§ **About this exercise**
Extract exactly the range of lines bounded by the line containing "Bounding boxes for" and the final line of the listing, both ends included, and no other lines.

§ **Material supplied**

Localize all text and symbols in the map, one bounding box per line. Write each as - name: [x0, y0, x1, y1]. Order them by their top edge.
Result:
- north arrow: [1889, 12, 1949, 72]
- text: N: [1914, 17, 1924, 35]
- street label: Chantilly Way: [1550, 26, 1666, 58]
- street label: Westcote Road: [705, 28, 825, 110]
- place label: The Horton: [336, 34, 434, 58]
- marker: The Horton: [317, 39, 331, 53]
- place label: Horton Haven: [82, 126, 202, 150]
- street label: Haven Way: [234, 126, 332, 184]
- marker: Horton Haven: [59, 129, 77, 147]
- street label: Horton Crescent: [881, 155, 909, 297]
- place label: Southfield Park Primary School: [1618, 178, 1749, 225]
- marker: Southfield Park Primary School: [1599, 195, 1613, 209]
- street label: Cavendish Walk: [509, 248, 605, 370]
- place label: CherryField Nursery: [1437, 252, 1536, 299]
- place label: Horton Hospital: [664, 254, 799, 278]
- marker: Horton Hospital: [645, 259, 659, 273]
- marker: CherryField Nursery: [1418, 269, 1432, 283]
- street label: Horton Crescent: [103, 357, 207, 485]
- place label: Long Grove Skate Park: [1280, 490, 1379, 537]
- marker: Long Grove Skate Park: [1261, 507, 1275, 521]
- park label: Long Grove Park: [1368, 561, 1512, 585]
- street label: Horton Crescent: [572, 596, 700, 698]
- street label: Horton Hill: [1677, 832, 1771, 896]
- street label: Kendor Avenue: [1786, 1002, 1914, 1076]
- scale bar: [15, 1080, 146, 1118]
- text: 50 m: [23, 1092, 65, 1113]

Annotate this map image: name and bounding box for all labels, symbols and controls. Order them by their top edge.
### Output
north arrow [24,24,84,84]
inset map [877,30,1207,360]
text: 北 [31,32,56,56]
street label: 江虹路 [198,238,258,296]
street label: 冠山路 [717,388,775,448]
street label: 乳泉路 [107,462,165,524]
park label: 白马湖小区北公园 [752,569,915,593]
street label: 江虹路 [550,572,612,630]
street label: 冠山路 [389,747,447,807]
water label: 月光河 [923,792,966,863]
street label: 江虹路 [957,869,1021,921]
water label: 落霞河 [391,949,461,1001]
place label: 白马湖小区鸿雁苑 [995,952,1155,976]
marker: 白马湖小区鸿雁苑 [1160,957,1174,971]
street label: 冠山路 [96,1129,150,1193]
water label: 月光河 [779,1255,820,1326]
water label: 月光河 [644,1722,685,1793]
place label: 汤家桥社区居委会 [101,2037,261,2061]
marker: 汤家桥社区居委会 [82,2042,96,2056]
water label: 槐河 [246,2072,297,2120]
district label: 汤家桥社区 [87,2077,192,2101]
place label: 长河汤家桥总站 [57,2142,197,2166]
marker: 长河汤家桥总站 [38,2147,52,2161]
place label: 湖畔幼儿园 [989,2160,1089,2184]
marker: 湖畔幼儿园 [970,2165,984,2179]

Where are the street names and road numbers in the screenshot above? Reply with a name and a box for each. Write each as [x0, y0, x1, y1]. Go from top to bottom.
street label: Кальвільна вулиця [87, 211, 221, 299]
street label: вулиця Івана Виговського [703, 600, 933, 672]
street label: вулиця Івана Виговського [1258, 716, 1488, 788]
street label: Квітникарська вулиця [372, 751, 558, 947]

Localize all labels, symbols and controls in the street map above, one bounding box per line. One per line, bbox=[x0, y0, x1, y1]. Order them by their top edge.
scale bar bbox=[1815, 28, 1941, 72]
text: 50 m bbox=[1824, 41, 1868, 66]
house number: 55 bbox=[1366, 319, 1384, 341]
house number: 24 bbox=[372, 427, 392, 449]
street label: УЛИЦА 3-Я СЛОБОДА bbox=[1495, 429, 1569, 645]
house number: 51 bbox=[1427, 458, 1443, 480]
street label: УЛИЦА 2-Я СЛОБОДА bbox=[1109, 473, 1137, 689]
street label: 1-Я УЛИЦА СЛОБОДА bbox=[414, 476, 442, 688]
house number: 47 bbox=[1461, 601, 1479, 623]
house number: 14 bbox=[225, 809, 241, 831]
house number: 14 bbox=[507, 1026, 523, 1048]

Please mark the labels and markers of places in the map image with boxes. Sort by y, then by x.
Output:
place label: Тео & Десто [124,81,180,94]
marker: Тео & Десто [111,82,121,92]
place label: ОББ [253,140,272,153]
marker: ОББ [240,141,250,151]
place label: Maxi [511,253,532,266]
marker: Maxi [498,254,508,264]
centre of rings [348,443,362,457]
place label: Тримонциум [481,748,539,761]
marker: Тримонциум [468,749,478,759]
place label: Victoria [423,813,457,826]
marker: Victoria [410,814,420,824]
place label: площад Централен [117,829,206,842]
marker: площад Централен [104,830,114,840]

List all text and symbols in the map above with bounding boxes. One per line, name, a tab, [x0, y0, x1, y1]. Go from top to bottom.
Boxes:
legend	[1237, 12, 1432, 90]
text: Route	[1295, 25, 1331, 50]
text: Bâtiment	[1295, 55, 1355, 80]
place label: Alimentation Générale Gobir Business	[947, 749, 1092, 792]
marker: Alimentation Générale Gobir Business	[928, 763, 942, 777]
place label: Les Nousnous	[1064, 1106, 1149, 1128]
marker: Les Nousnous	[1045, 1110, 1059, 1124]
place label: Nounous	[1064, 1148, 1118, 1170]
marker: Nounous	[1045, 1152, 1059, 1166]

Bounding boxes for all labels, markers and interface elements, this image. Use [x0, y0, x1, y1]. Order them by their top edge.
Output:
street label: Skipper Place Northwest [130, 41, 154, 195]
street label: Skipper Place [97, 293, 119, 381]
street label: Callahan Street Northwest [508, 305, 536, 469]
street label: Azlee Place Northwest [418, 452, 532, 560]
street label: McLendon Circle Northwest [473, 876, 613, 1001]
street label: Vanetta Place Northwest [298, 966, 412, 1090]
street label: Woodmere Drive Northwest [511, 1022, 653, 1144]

§ **Task answer**
Bounding boxes for all labels, markers and interface elements, this image. Use [x0, y0, x1, y1]. Order them by their top edge.
Output:
street label: Skipper Place Northwest [130, 41, 154, 195]
street label: Skipper Place [97, 293, 119, 381]
street label: Callahan Street Northwest [508, 305, 536, 469]
street label: Azlee Place Northwest [418, 452, 532, 560]
street label: McLendon Circle Northwest [473, 876, 613, 1001]
street label: Vanetta Place Northwest [298, 966, 412, 1090]
street label: Woodmere Drive Northwest [511, 1022, 653, 1144]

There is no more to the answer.